Convalecencias de invierno.

Se ha fundido el halógeno de la entrada. O sea, que no se ve nada por la noche para echar los cerrojos y poner la cadena. Debería tener siempre repuestos de todo porque no sé cuando podré bajar a comprar; de paso, también necesitaría yogures: la gastroenteritis me está dejando bastante débil. En la vida, donde la realidad esencial se ofrece siempre con un lenguaje simbólico, no tendría nada de extraño que las metáforas existenciales saltasen de sus mundos a la cadena humana.

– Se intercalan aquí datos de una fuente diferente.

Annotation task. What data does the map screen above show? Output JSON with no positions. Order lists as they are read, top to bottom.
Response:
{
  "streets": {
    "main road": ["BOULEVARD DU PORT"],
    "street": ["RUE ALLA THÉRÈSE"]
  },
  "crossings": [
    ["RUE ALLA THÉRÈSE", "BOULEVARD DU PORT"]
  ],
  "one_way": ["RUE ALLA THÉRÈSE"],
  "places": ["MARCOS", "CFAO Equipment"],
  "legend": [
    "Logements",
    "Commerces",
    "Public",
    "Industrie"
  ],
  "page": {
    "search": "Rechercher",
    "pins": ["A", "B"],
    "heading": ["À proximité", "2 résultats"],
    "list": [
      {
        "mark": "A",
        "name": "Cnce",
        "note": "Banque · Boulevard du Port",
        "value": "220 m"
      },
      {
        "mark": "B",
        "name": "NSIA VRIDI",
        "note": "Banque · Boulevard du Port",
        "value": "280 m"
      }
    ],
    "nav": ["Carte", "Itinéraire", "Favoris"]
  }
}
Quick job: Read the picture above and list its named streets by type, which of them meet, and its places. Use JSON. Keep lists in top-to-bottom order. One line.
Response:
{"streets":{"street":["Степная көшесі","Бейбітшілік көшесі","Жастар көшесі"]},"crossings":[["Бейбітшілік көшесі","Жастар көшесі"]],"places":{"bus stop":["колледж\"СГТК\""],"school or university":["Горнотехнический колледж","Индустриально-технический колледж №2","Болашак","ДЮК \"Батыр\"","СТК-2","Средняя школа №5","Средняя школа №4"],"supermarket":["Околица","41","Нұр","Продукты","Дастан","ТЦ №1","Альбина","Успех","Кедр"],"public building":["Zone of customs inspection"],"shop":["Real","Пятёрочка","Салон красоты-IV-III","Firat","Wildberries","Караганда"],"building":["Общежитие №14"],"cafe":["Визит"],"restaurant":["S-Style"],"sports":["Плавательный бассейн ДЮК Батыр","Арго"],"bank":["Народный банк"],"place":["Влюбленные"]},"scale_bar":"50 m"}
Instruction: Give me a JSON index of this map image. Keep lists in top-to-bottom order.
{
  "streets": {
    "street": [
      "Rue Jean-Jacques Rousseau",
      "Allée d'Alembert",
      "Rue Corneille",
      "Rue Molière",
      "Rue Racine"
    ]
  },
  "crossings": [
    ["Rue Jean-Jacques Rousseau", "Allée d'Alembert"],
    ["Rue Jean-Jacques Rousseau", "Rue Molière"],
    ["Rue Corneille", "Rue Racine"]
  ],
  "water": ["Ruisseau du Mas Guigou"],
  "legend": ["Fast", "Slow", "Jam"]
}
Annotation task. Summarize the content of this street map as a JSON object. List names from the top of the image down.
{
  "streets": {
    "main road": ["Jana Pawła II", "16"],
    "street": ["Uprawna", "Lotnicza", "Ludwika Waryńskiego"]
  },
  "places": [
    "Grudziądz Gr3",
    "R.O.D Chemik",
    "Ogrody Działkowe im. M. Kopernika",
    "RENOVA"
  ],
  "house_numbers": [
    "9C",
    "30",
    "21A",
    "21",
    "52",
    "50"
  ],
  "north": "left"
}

Cuando lo cambie, se lo diré a mi hijo. Cada año que pasa me cuesta más trabajo subirme a la escalera de mano. Además he notado cómo se me acorta la vista y veo peor; tal vez no me gusta lo que veo. Tendría que recoger las gafas en la óptica. Hace poco encargué un par nuevo, las dioptrías avanzan inexorablemente. También necesito un justificante para el trabajo; pero he llamado al ambulatorio y ya no daban cita para hoy. Al parecer, el virus tiene colapsadas las urgencias y su poder invasor llega hasta la atención primaria: el sábado no quedaban yogures naturales en el híper. Magnífico título para una historia de desamor mediterráneo, leída desde la cama.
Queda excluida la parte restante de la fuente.